REQUIRED WORK
Should any entry include an image, skip the image and copy the entry exactly.

[Collected data entries]

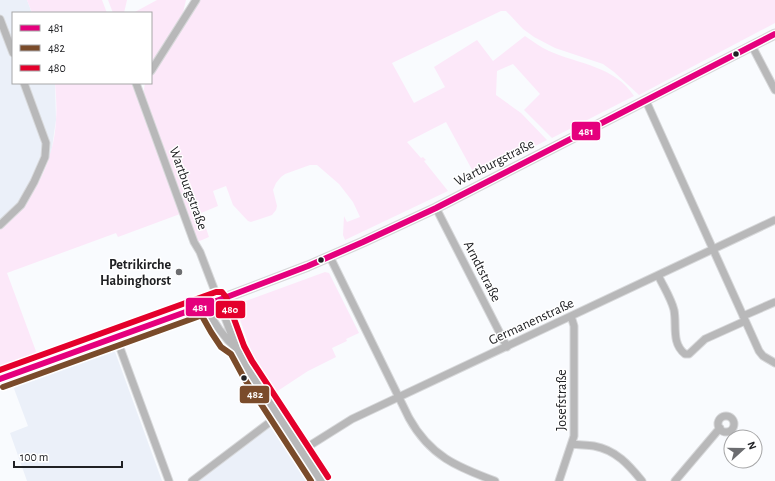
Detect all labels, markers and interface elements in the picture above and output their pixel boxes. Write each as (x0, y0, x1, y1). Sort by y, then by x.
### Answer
legend (12, 12, 152, 84)
text: 481 (48, 22, 64, 34)
text: 482 (48, 42, 65, 54)
unlabelled marker (731, 49, 741, 59)
text: 480 (48, 62, 66, 74)
line badge: 481 (571, 121, 601, 141)
text: 481 (579, 126, 593, 137)
street label: Wartburgstraße (452, 137, 537, 189)
street label: Wartburgstraße (167, 145, 210, 232)
street label: Arndtstraße (461, 239, 503, 304)
unlabelled marker (316, 255, 326, 265)
place label: Petrikirche Habinghorst (100, 258, 171, 288)
marker: Petrikirche Habinghorst (174, 267, 184, 277)
street label: Germanenstraße (487, 296, 576, 348)
line badge: 481 (185, 297, 215, 317)
line badge: 480 (215, 300, 246, 319)
text: 481 (193, 302, 207, 313)
text: 480 (222, 304, 239, 315)
street label: Josefstraße (555, 369, 569, 431)
unlabelled marker (239, 373, 249, 383)
line badge: 482 (239, 385, 270, 404)
text: 482 (247, 389, 263, 400)
north arrow (723, 429, 763, 469)
text: N (745, 440, 758, 451)
scale bar (14, 443, 122, 469)
text: 100 m (20, 451, 48, 463)

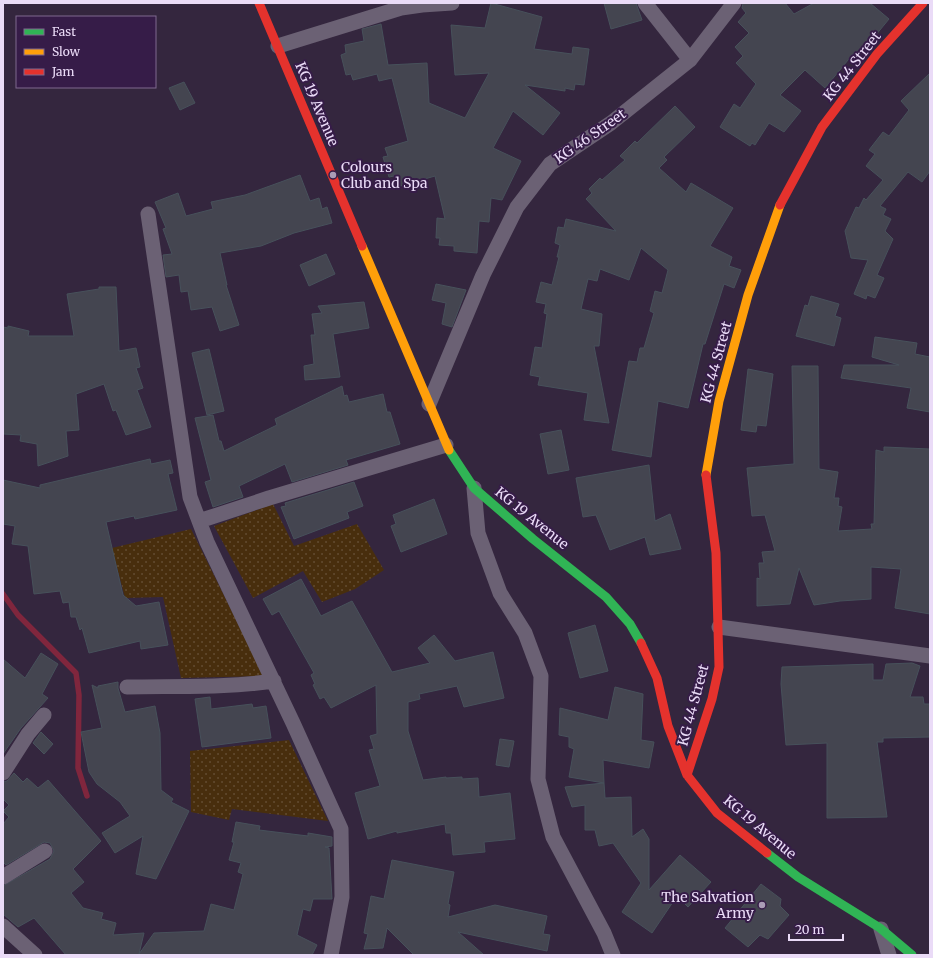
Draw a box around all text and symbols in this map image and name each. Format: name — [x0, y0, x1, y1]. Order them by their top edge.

COMPLETED TASK
Detect all labels, markers and interface elements in the picture above and output their pixel boxes. Write each as (x0, y0, x1, y1). Sort by y, then by x.
### Answer
legend (12, 12, 152, 84)
text: 481 (48, 22, 64, 34)
text: 482 (48, 42, 65, 54)
unlabelled marker (731, 49, 741, 59)
text: 480 (48, 62, 66, 74)
line badge: 481 (571, 121, 601, 141)
text: 481 (579, 126, 593, 137)
street label: Wartburgstraße (452, 137, 537, 189)
street label: Wartburgstraße (167, 145, 210, 232)
street label: Arndtstraße (461, 239, 503, 304)
unlabelled marker (316, 255, 326, 265)
place label: Petrikirche Habinghorst (100, 258, 171, 288)
marker: Petrikirche Habinghorst (174, 267, 184, 277)
street label: Germanenstraße (487, 296, 576, 348)
line badge: 481 (185, 297, 215, 317)
line badge: 480 (215, 300, 246, 319)
text: 481 (193, 302, 207, 313)
text: 480 (222, 304, 239, 315)
street label: Josefstraße (555, 369, 569, 431)
unlabelled marker (239, 373, 249, 383)
line badge: 482 (239, 385, 270, 404)
text: 482 (247, 389, 263, 400)
north arrow (723, 429, 763, 469)
text: N (745, 440, 758, 451)
scale bar (14, 443, 122, 469)
text: 100 m (20, 451, 48, 463)

Draw a box around all text and symbols in this map image and name each. Format: name — [x0, y0, x1, y1]. Order them by their top edge.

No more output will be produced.